TASK INSTRUCTIONS: Return all lines from the listing below in which the string "Sicília" occurs.
─── MATERIAL PROVIDED
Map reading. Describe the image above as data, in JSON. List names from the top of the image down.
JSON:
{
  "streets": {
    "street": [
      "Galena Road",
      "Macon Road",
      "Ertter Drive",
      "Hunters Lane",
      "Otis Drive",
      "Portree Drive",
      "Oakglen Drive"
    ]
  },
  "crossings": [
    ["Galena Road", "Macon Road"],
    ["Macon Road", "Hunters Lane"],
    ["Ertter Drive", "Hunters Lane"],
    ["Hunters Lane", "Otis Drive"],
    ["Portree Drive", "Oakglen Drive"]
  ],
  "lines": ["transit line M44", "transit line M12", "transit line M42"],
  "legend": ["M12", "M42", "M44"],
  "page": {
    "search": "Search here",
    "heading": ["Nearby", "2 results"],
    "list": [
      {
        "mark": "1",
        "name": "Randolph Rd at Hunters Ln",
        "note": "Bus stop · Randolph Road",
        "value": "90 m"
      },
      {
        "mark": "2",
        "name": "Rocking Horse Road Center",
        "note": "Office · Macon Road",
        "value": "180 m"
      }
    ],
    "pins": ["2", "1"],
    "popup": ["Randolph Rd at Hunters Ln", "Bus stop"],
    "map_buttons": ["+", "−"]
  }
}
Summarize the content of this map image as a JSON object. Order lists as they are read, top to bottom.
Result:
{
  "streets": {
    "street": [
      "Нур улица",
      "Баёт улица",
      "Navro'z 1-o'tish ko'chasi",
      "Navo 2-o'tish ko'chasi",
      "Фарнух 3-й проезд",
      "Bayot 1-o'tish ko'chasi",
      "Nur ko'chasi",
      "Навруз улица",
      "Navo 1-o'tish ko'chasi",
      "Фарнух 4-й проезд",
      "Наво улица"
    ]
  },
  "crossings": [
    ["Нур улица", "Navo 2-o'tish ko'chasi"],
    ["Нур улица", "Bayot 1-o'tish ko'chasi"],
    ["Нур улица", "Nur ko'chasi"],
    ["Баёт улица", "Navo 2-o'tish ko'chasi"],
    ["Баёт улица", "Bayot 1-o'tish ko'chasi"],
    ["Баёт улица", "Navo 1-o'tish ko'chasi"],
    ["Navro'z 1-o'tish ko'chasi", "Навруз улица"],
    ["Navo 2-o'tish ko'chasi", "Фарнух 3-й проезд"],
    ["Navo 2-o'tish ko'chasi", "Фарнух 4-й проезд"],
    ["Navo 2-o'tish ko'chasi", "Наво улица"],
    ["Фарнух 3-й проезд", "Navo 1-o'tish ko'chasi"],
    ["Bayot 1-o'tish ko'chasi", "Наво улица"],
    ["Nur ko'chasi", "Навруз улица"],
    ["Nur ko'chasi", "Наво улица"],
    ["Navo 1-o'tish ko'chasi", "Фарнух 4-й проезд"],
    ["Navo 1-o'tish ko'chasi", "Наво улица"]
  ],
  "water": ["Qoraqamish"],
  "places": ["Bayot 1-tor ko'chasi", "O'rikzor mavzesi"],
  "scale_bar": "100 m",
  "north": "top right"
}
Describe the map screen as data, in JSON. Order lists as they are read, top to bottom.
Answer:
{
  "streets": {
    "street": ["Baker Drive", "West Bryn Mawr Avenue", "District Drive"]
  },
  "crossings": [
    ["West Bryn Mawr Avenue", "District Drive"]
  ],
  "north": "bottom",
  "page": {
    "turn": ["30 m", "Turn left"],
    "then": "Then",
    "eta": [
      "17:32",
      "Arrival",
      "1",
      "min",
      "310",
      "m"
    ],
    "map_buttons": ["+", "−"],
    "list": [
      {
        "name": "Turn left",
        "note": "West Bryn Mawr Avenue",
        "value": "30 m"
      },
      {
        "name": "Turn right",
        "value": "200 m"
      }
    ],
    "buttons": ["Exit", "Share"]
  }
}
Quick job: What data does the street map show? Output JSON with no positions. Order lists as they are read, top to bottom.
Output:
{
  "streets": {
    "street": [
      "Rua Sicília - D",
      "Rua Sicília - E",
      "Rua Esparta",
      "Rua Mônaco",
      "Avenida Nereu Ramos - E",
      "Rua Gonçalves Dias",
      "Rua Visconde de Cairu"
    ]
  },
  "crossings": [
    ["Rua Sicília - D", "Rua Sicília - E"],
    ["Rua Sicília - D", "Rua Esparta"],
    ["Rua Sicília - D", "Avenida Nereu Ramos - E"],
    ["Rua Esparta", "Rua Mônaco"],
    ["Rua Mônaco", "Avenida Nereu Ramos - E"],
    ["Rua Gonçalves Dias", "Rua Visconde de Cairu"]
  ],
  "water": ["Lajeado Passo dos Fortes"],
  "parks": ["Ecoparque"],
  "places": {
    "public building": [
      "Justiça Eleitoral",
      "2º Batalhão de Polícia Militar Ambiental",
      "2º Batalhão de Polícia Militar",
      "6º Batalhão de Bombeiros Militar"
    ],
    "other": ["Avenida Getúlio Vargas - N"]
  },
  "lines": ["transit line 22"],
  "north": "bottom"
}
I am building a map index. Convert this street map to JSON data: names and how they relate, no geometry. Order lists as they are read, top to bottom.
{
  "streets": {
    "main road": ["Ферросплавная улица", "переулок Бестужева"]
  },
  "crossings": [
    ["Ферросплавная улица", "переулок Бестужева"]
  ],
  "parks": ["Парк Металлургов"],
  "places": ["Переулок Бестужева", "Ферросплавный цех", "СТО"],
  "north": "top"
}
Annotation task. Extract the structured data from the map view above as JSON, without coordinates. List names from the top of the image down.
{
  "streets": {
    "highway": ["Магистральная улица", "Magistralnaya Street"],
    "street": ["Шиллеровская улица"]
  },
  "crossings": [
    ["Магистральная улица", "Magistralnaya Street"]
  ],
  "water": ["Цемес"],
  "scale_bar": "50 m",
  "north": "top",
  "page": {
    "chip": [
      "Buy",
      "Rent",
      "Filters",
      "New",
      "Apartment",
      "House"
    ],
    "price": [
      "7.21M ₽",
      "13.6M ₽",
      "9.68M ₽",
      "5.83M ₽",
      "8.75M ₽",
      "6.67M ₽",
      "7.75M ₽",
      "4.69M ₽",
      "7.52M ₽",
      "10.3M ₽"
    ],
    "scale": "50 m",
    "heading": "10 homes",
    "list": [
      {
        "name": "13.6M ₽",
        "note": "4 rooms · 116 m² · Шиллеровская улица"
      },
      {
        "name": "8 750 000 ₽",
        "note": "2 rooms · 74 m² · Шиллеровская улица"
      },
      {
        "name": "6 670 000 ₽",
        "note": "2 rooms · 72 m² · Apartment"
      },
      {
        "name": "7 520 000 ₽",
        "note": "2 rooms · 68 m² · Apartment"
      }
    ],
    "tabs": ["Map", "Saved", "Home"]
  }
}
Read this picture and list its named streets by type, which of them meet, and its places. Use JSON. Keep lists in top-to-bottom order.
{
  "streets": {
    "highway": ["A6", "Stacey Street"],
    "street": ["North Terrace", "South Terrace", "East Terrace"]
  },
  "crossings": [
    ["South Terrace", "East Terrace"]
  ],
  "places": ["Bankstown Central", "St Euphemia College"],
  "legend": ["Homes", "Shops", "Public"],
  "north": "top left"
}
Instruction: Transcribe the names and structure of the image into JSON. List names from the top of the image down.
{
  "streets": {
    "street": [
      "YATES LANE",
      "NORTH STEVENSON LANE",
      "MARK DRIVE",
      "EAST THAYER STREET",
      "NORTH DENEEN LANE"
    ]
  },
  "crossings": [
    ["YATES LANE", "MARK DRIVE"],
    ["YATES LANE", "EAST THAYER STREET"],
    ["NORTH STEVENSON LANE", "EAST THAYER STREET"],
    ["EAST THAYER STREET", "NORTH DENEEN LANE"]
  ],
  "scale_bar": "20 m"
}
──────
EXERCISE ANSWER:
      "Rua Sicília - D",
      "Rua Sicília - E",
    ["Rua Sicília - D", "Rua Sicília - E"],
    ["Rua Sicília - D", "Rua Esparta"],
    ["Rua Sicília - D", "Avenida Nereu Ramos - E"],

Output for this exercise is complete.